66th IFLA Council and General
Jerusalem, Israel, 13-18 August
Code Number: 035-130-E
Division Number: IV
Professional Group: Classification and Indexing
Joint Meeting with: -
Meeting Number: 130
Simultaneous Interpretation: No
Multilingual and Multiscript Subject Access: the Case of Israel
Israel Center for Digital Information Services,
Hebrew University and Bar-Ilan University
Israel is an extreme case of a multilanguage and multiscript environment. Several different library approaches have evolved to enable subject access to materials in different languages and scripts. The use of subject headings and word searching, primarily in English, seems to be the prevalent trend in academic libraries while public libraries are just beginning to evolve from classified catalogues to Hebrew language subject headings.
The State of Israel has two official languages: Hebrew and Arabic, with English a common but unofficial third language. Highway signs, corporate logos, etc. usually appear in two or even all three of these languages which not only use different scripts, but have different directionality, Hebrew and Arabic being written from right to left. Romanization practices are many, both official and unofficial, and the lack of vowel points in most Hebrew and Arabic texts further complicates the possibility of bringing data to a common script-representation. This has naturally lead to retaining these scripts in bibliographic applications as well.
Aside from the question of "official" vs. "unofficial" languages and scripts, Israel is unique in that Hebrew, its primary official language, was reborn as a spoken language only in the last century, being used for some 2000 years previously only as a language of writing and prayer. Indeed the rebirth of Hebrew as a spoken, modern language was accompanied by a great deal of resistance and required the creation of a much new terminology to accommodate the needs of a modern society. The Academy of the Hebrew Language still "invents" new Hebrew terms as needed and fights (with limited success) against the pervasive influence of English in everyday Hebrew.
Furthermore, as a country which actively encourages Jewish immigration from all countries of the world, the mother tongue of many Israelis is none of the official or semi-official languages.
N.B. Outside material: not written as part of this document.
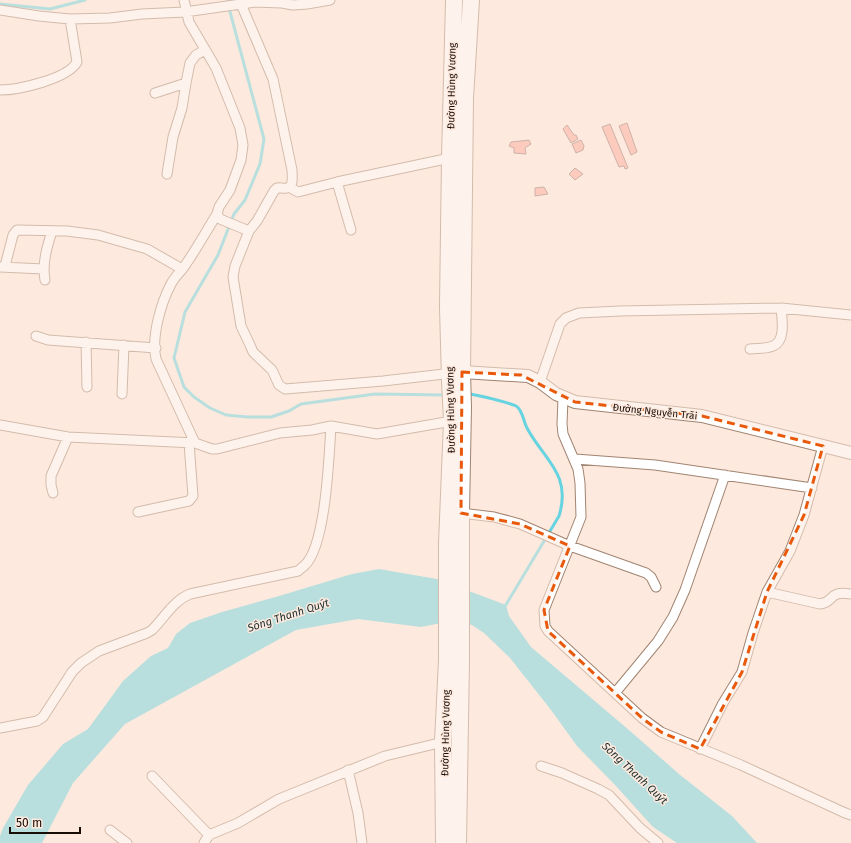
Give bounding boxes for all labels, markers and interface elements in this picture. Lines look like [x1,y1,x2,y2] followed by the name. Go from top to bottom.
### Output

Indeed there is a saying that many Israeli mothers learned the mother tongue only from their children.
Such a "Babel" of languages and scripts has left its mark throughout Israeli bibliographic practice.
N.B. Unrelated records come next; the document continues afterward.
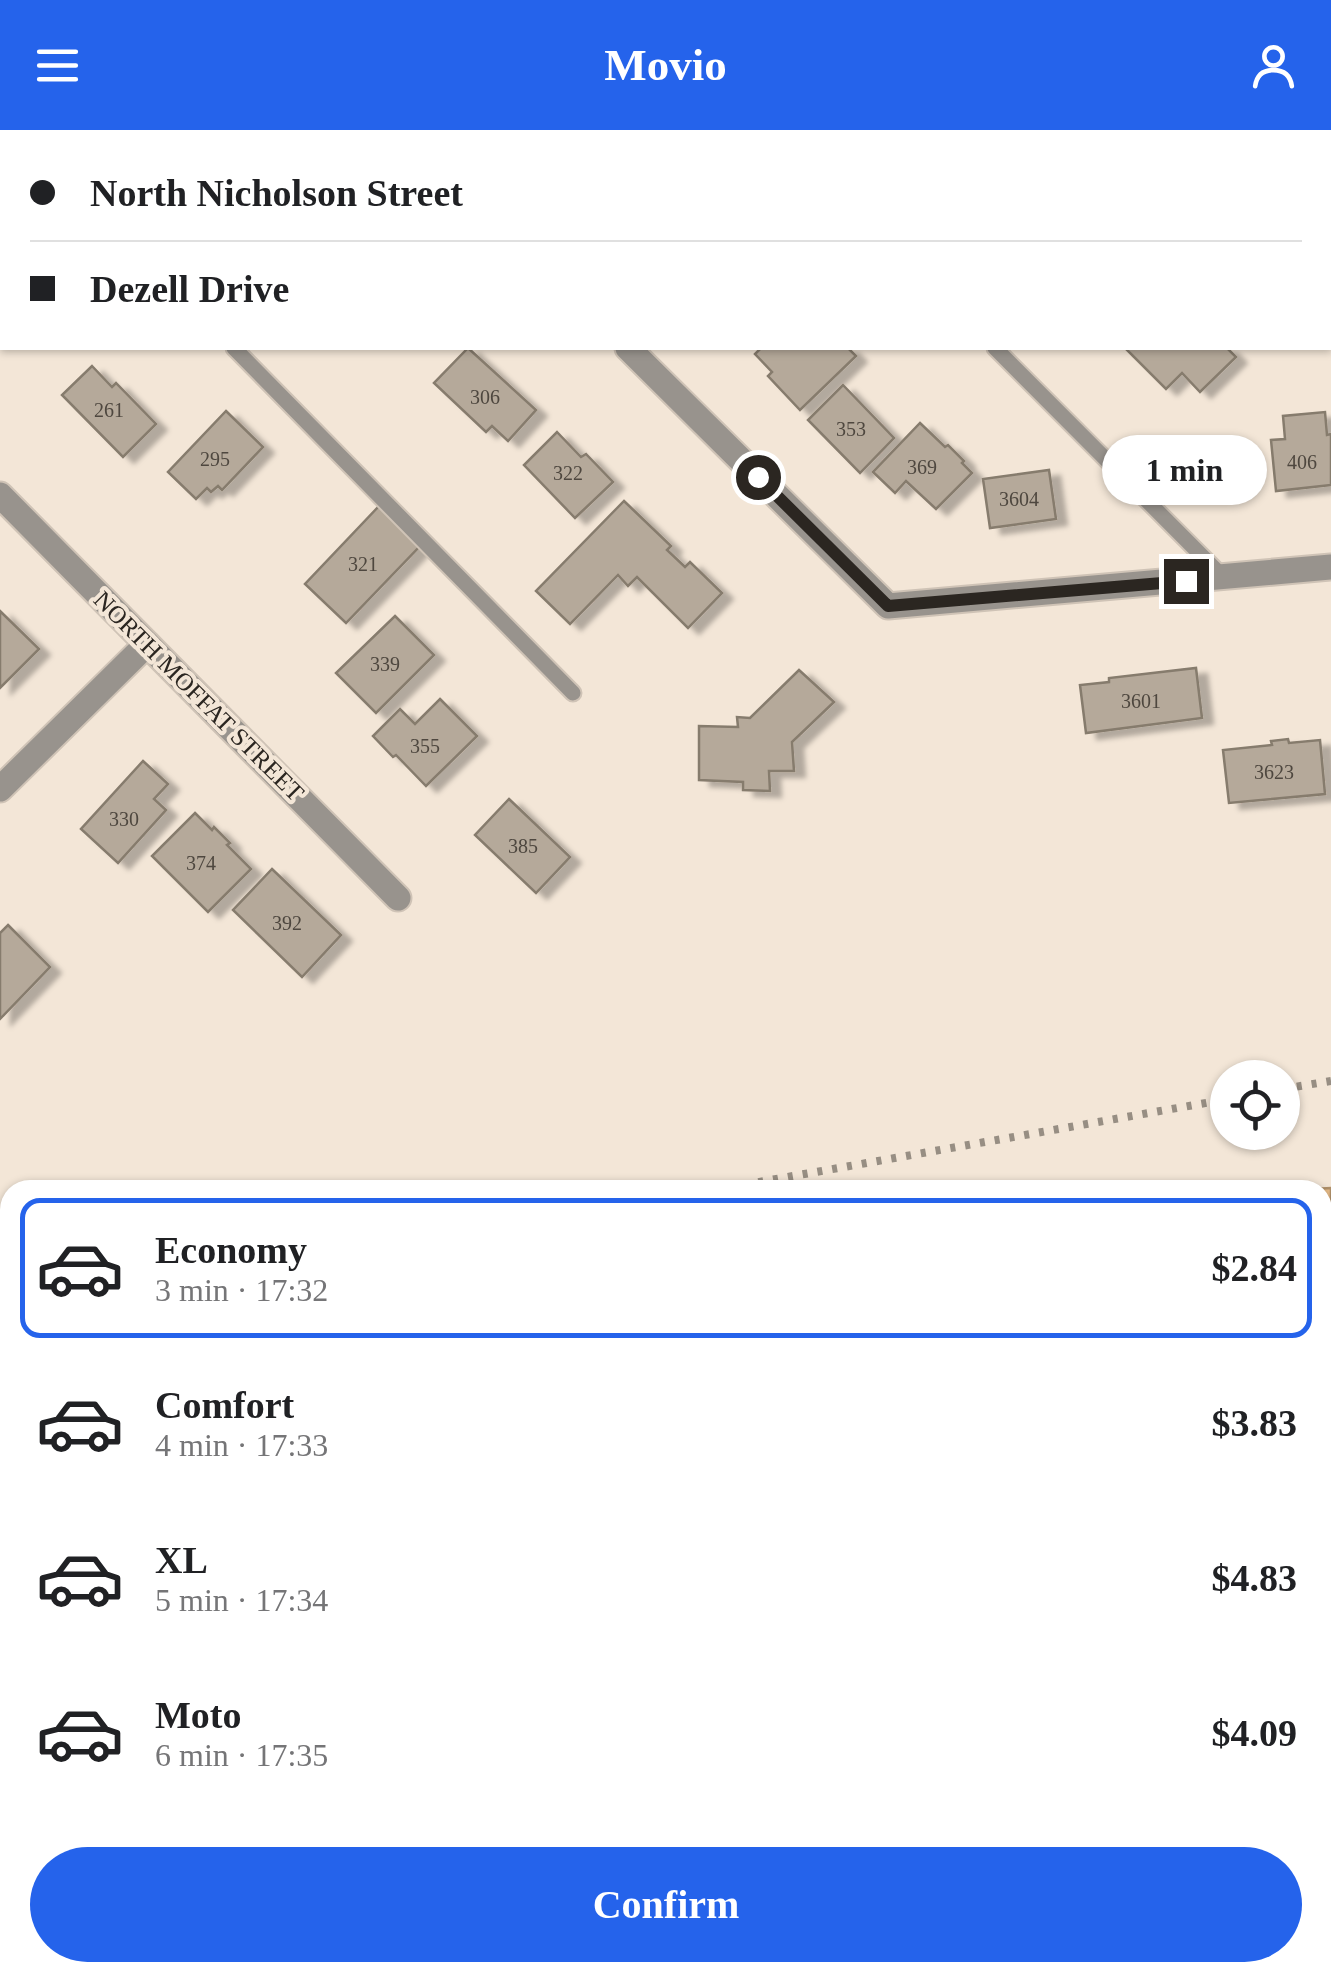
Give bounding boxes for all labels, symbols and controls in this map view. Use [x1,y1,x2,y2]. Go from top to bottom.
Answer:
icon: menu [30,38,85,93]
icon: person [1246,38,1301,93]
text: Movio [604,40,727,90]
text: North Nicholson Street [90,172,463,214]
text: Dezell Drive [90,268,289,310]
house number: 306 [470,386,500,408]
house number: 261 [94,399,124,421]
house number: 353 [836,418,866,440]
callout: 1 min [1104,436,1268,506]
house number: 295 [200,448,230,470]
house number: 406 [1287,451,1317,473]
text: 1 min [1146,452,1223,488]
route start [736,455,781,500]
house number: 369 [907,456,937,478]
house number: 322 [553,462,583,484]
house number: 3604 [999,488,1039,510]
house number: 321 [348,553,378,575]
route end [1164,559,1209,604]
street label: NORTH MOFFAT STREET [89,586,309,806]
house number: 339 [370,653,400,675]
house number: 3601 [1121,690,1161,712]
house number: 355 [410,735,440,757]
house number: 3623 [1254,761,1294,783]
house number: 330 [109,808,139,830]
house number: 385 [508,835,538,857]
house number: 374 [186,852,216,874]
house number: 392 [272,912,302,934]
map controls [1210,1060,1300,1150]
button: locate [1210,1060,1300,1150]
icon: car [35,1223,125,1313]
text: Economy [155,1229,307,1271]
text: $2.84 [1212,1247,1297,1289]
text: 3 min · 17:32 [155,1272,328,1308]
icon: car [35,1378,125,1468]
text: Comfort [155,1384,294,1426]
text: $3.83 [1212,1402,1297,1444]
text: 4 min · 17:33 [155,1427,328,1463]
icon: car [35,1533,125,1623]
text: XL [155,1539,208,1581]
text: $4.83 [1212,1557,1297,1599]
text: 5 min · 17:34 [155,1582,328,1618]
icon: car [35,1688,125,1778]
text: Moto [155,1694,242,1736]
text: $4.09 [1212,1712,1297,1754]
text: 6 min · 17:35 [155,1737,328,1773]
button: Confirm [30,1847,1302,1962]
Israeli descriptive cataloging practice, both manual and automated, has been to maintain separate catalogs for each script: Hebrew, Arabic and Latin. Many Israeli libraries also maintain a fourth catalog for entries in the Cyrillic alphabet; while Cyrillic is more easily romanized than Hebrew or Arabic, Russian is the mother tongue of a large segment of the Israeli public (particularly in recent years) which has justified maintaining this additional script.
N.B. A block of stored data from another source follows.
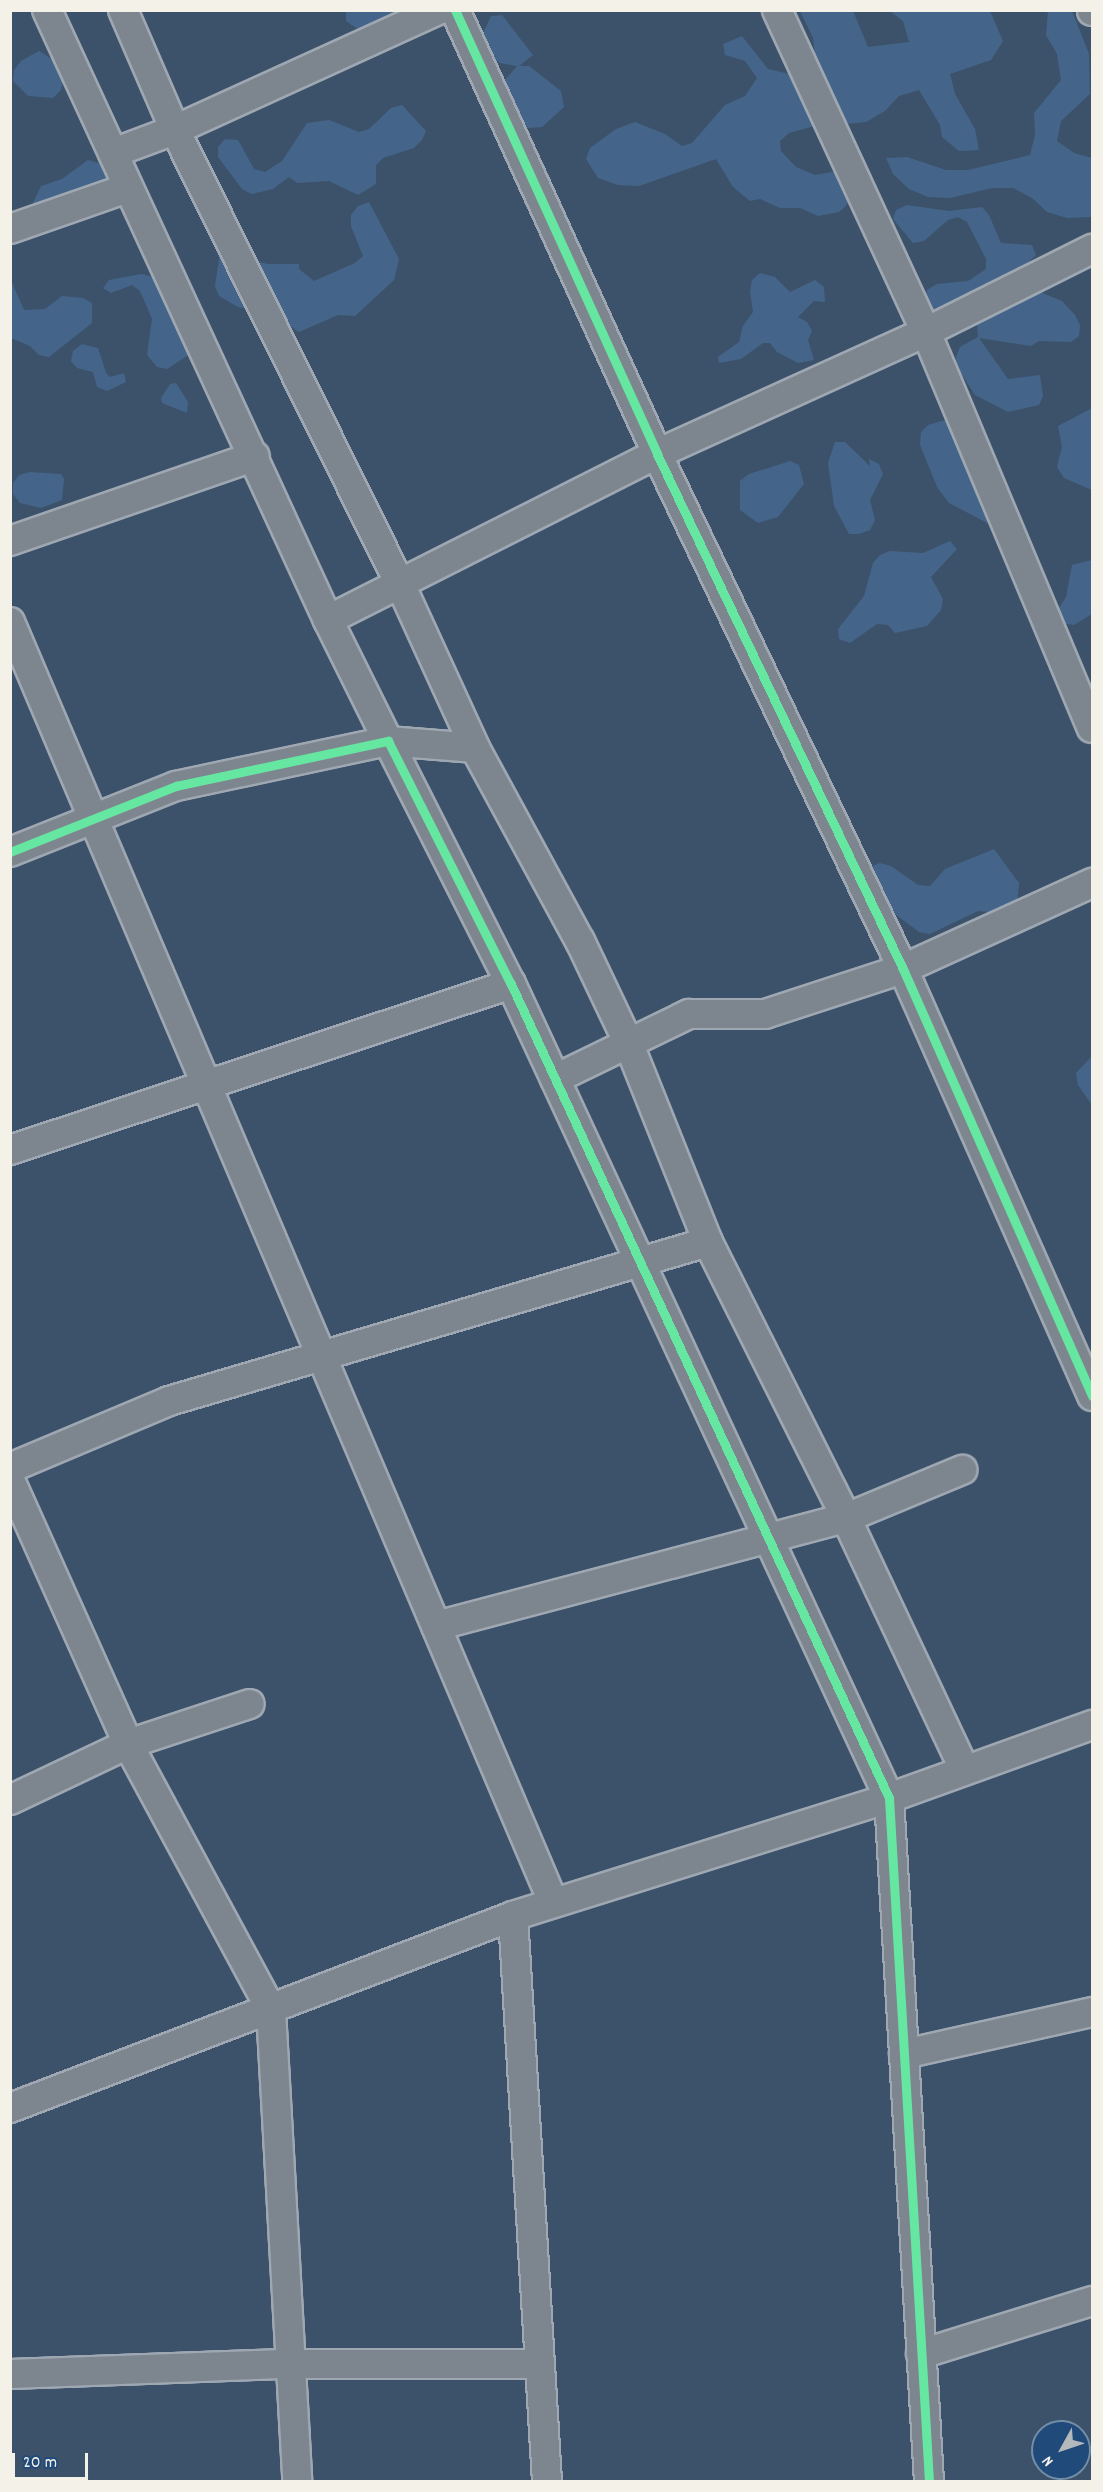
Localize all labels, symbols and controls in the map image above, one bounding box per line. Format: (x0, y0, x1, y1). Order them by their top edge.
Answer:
north arrow (1031, 2420, 1091, 2480)
scale bar (15, 2441, 92, 2479)
text: N (1037, 2450, 1060, 2471)
text: 20 m (23, 2451, 57, 2476)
Subject access in such a multilingual environment is, however, much more problematic and the approaches taken much more varied.
The early Israeli library tradition was established at the Jewish National and University Library (JNUL). This library, founded in 1892, was for many years the largest and most important library in the country and for many years the site of the only school of librarianship. Its professional practices, particularly as developed during the 1920s and 1930s usually became de facto standards for all the other libraries in Israel. Only in the last thirty years, with the development of other Israeli universities and the opening of additional schools of librarianship, has its role shifted from standards-setter to that of first among equals, allowing additional approaches to appear as well. This is particularly true of subject access.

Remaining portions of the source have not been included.